Review of attachment 362134 [details] [review]: ::: src/main.c @@ +49,3 @@ }; static int _shell_debug; +static int _tracked_signals[NSIG] = { 0 }; This should be gboolean list right? That is how it's used below, while the index is the signal. @@ +350,1 @@ + /* Ignore all the signals starting this point, a part the one we'll raise */ IMHO we should explain *why* we do this, not what we do. What we do is documented by the code itself. @@ +350,2 @@ + /* Ignore all the signals starting this point, a part the one we'll raise */ + for (i = 0; i < G_N_ELEMENTS (_tracked_signals); ++i) IIIRC G_N_ELEMENTS returns an unsigned int, so you'll need to explicitly cast it to (int) before comparing to avoid the warning. @@ +354,3 @@ + { + signal (i, SIG_IGN); + _tracked_signals[i] = FALSE; Why set this to false? It's not like it was reset to its initial state. We also will never enter a loop like this more than once, so it doesn't matter if it stays TRUE. @@ +360,3 @@ + /* Waiting at least 5 seconds for the dumpstack, if it fails, we raise the error */ + caught_signal = signo; + signal (SIGALRM, dump_gjs_stack_alarm_sigaction); According to SIGNAL(2): The only portable use of signal() is to set a signal's disposition to SIG_DFL or SIG_IGN. The semantics when using signal() to establish a signal handler vary across systems (and POSIX.1 explicitly permits this variation); do not use it for this purpose.
Review of attachment 362134 [details] [review]: ::: src/main.c @@ +49,3 @@ }; static int _shell_debug; +static int _tracked_signals[NSIG] = { 0 }; Right...

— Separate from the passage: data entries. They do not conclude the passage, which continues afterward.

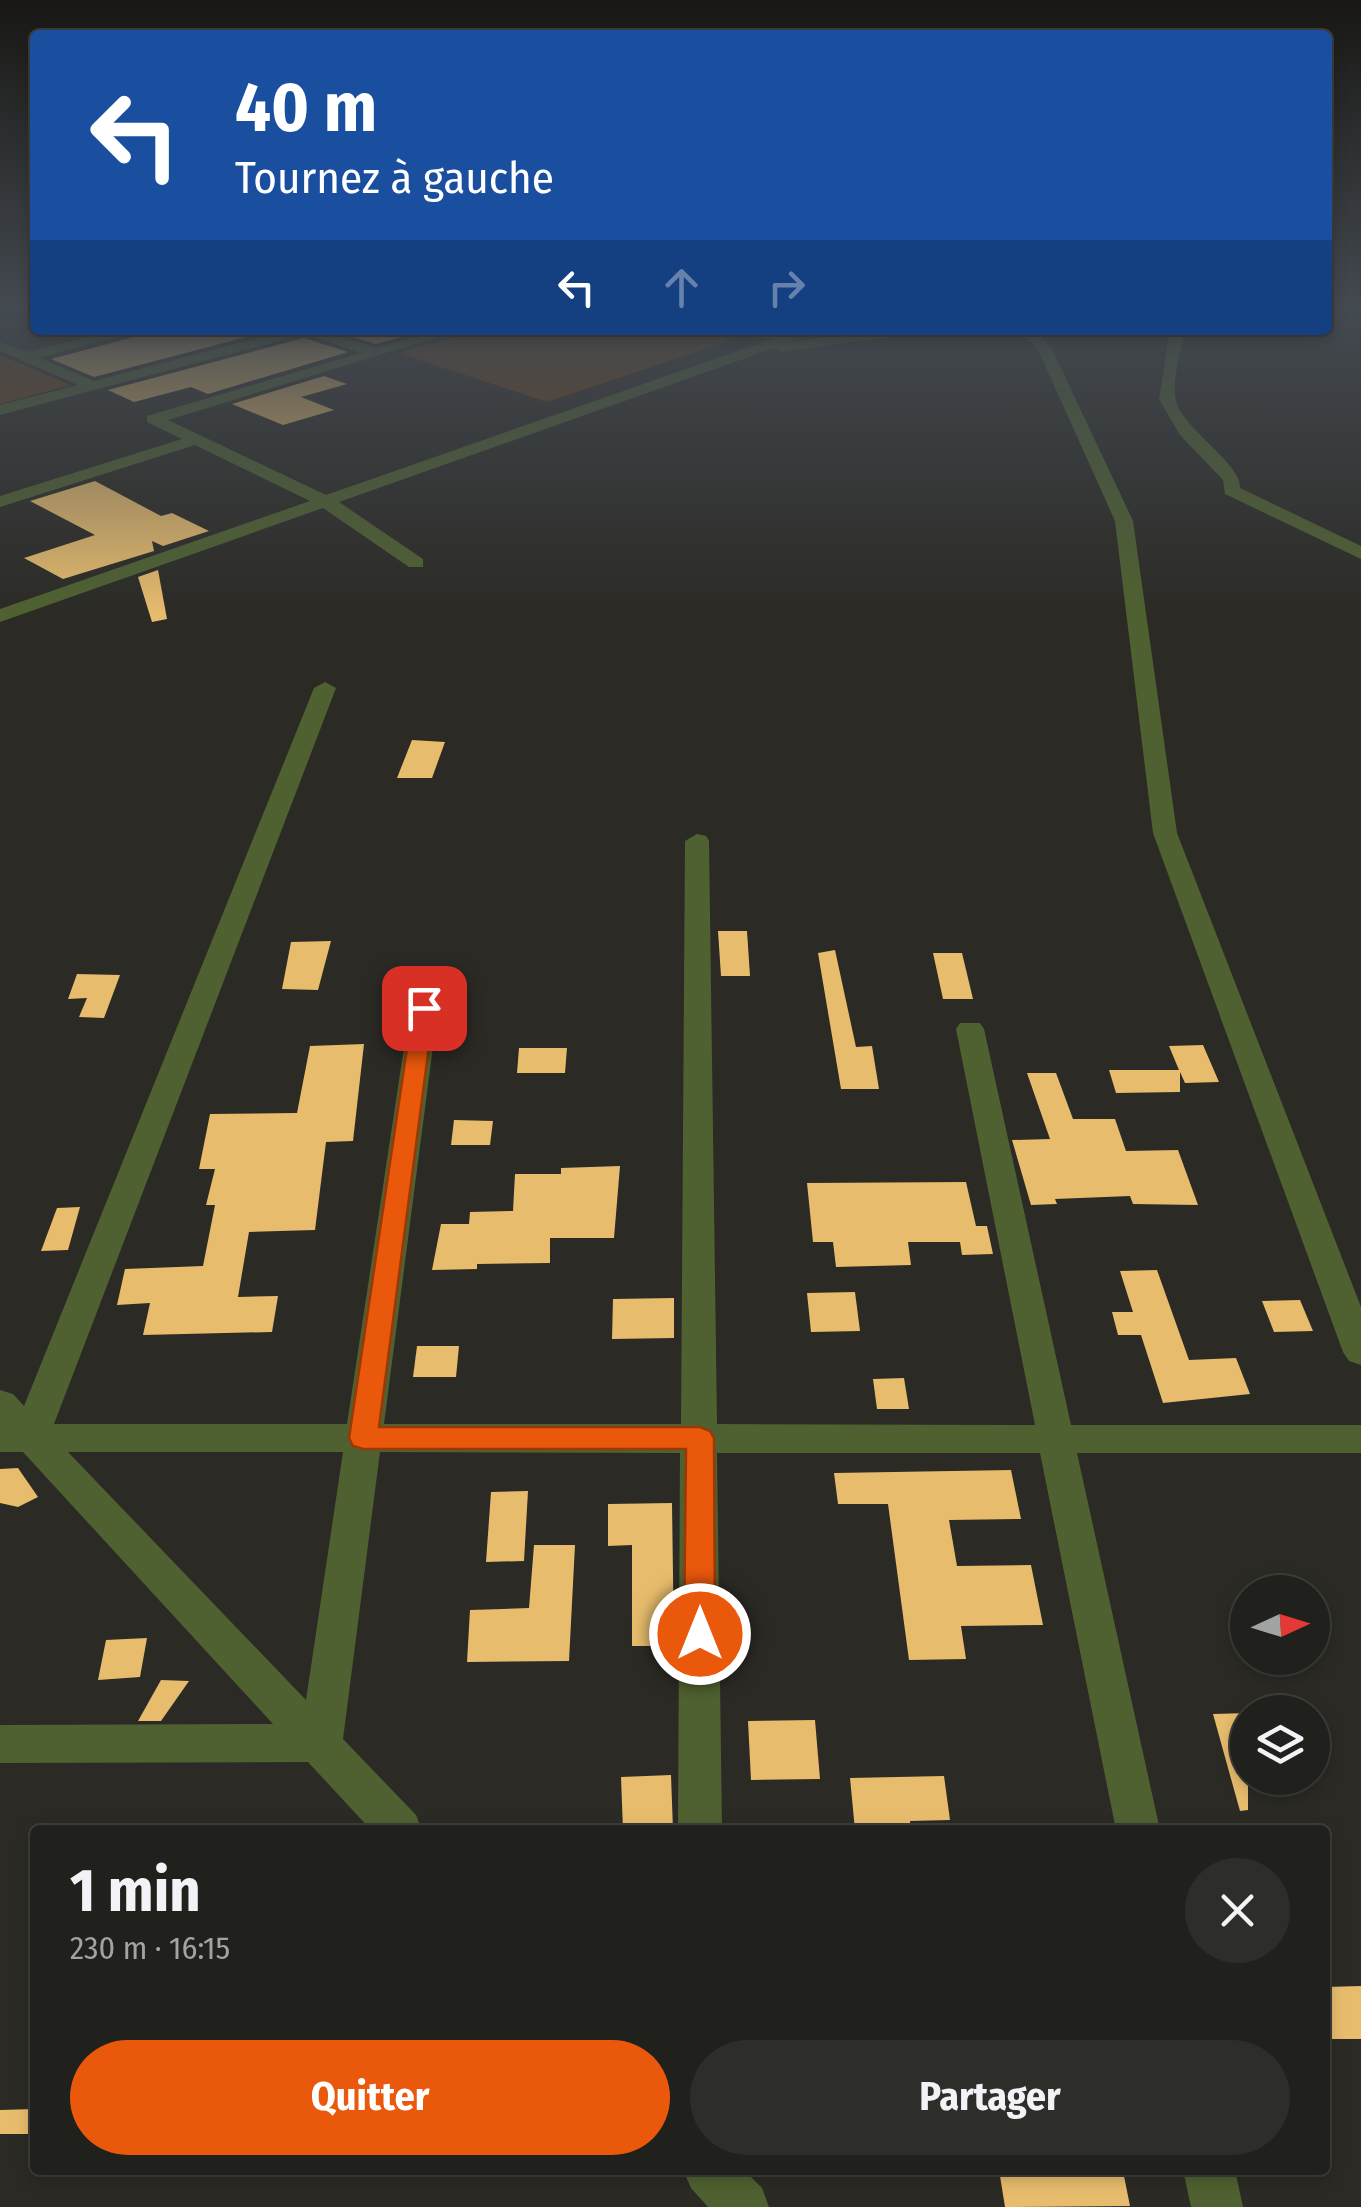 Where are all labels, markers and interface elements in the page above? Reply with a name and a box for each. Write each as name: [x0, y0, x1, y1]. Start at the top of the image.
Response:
text: 40 m: [235, 66, 377, 150]
icon: left: [70, 70, 200, 200]
text: Tournez à gauche: [235, 151, 554, 205]
icon: left: [549, 260, 604, 315]
icon: ahead: [654, 260, 709, 315]
icon: right: [759, 260, 814, 315]
pin: [382, 966, 467, 1051]
icon: arrive: [397, 981, 452, 1036]
north arrow: [1230, 1575, 1330, 1675]
map controls: [1230, 1575, 1330, 1795]
position arrow: [648, 1582, 752, 1686]
button: layers: [1230, 1695, 1330, 1795]
text: 1 min: [70, 1855, 201, 1927]
button: close: [1185, 1858, 1290, 1963]
text: 230 m · 16:15: [70, 1929, 230, 1967]
button: Quitter: [70, 2040, 670, 2155]
button: Partager: [690, 2040, 1290, 2155] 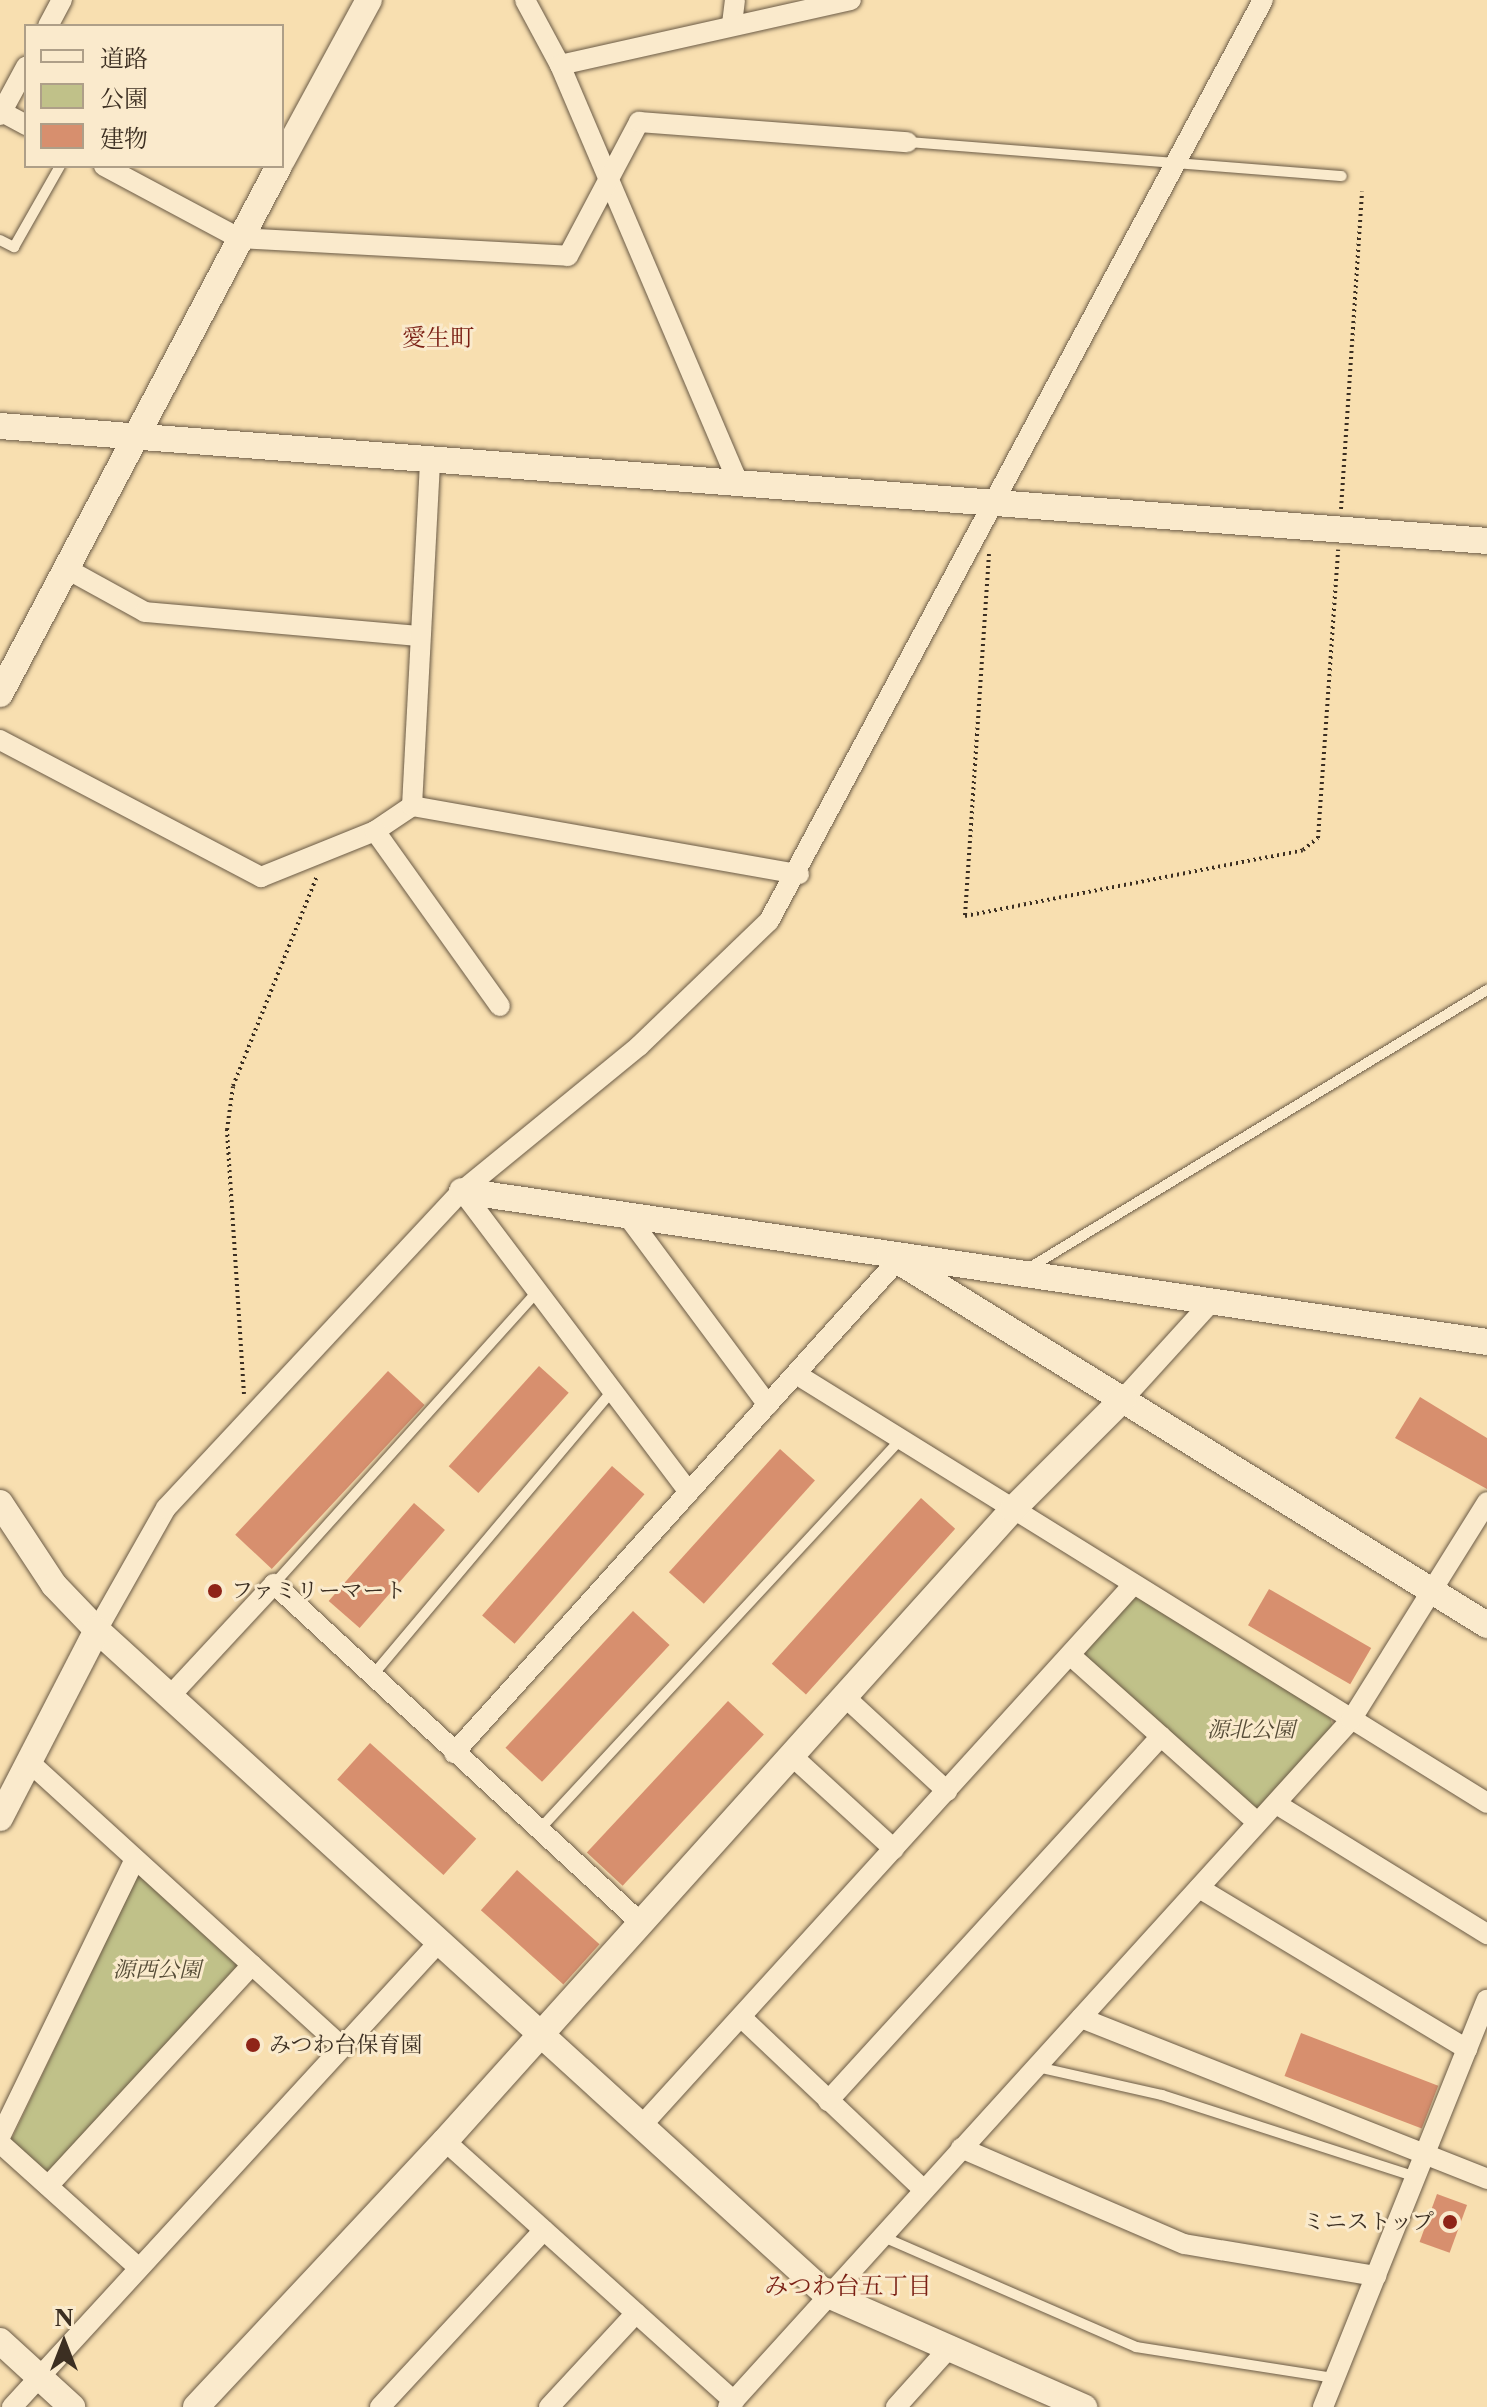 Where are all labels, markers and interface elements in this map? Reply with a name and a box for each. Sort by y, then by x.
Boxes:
legend [24,24,284,168]
text: 道路 [100,44,148,73]
text: 公園 [100,84,148,113]
text: 建物 [100,124,148,153]
district label: 愛生町 [402,324,474,352]
place label: ファミリーマート [231,1578,407,1604]
marker: ファミリーマート [206,1582,224,1600]
park label: 源北公園 [1207,1717,1295,1743]
park label: 源西公園 [113,1957,201,1983]
place label: みつわ台保育園 [269,2032,423,2058]
marker: みつわ台保育園 [244,2036,262,2054]
place label: ミニストップ [1302,2209,1434,2235]
marker: ミニストップ [1441,2213,1459,2231]
district label: みつわ台五丁目 [764,2272,932,2300]
north arrow [24,2303,104,2383]
text: N [54,2305,74,2332]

Created attachment 362139 [details] [review] main: use SA_NODEFER to track signals to being able to raise from alarm Updated to address Jonas comments
Created attachment 362140 [details] [review] main: use SA_NODEFER to track signals to being able to raise from alarm not really... Now it should be. :-@
Review of attachment 362140 [details] [review]: lgtm
The following fix has been pushed: 891bc45 main: use SA_NODEFER to track signals to being able to raise from alarm
Created attachment 362142 [details] [review] main: use SA_NODEFER to track signals to being able to raise from alarm After we receive one of the tracked signals, in case we get stuck inside the gjs_dumpstack () call, we use an alarm to raise the previously emitted signal, however without using SA_NODEFER, the raise inside the alarm handler will be ignored. To avoid to handle new signals caused by the handler calls, once we get the first signal, we just ignore them all as they could only lead to dirty traces. Also, cleaning up a bit the code, and disabling the shell log handler in dump_gjs_stack_alarm_sigaction since this might lead to a new gjs_dumpstack () request.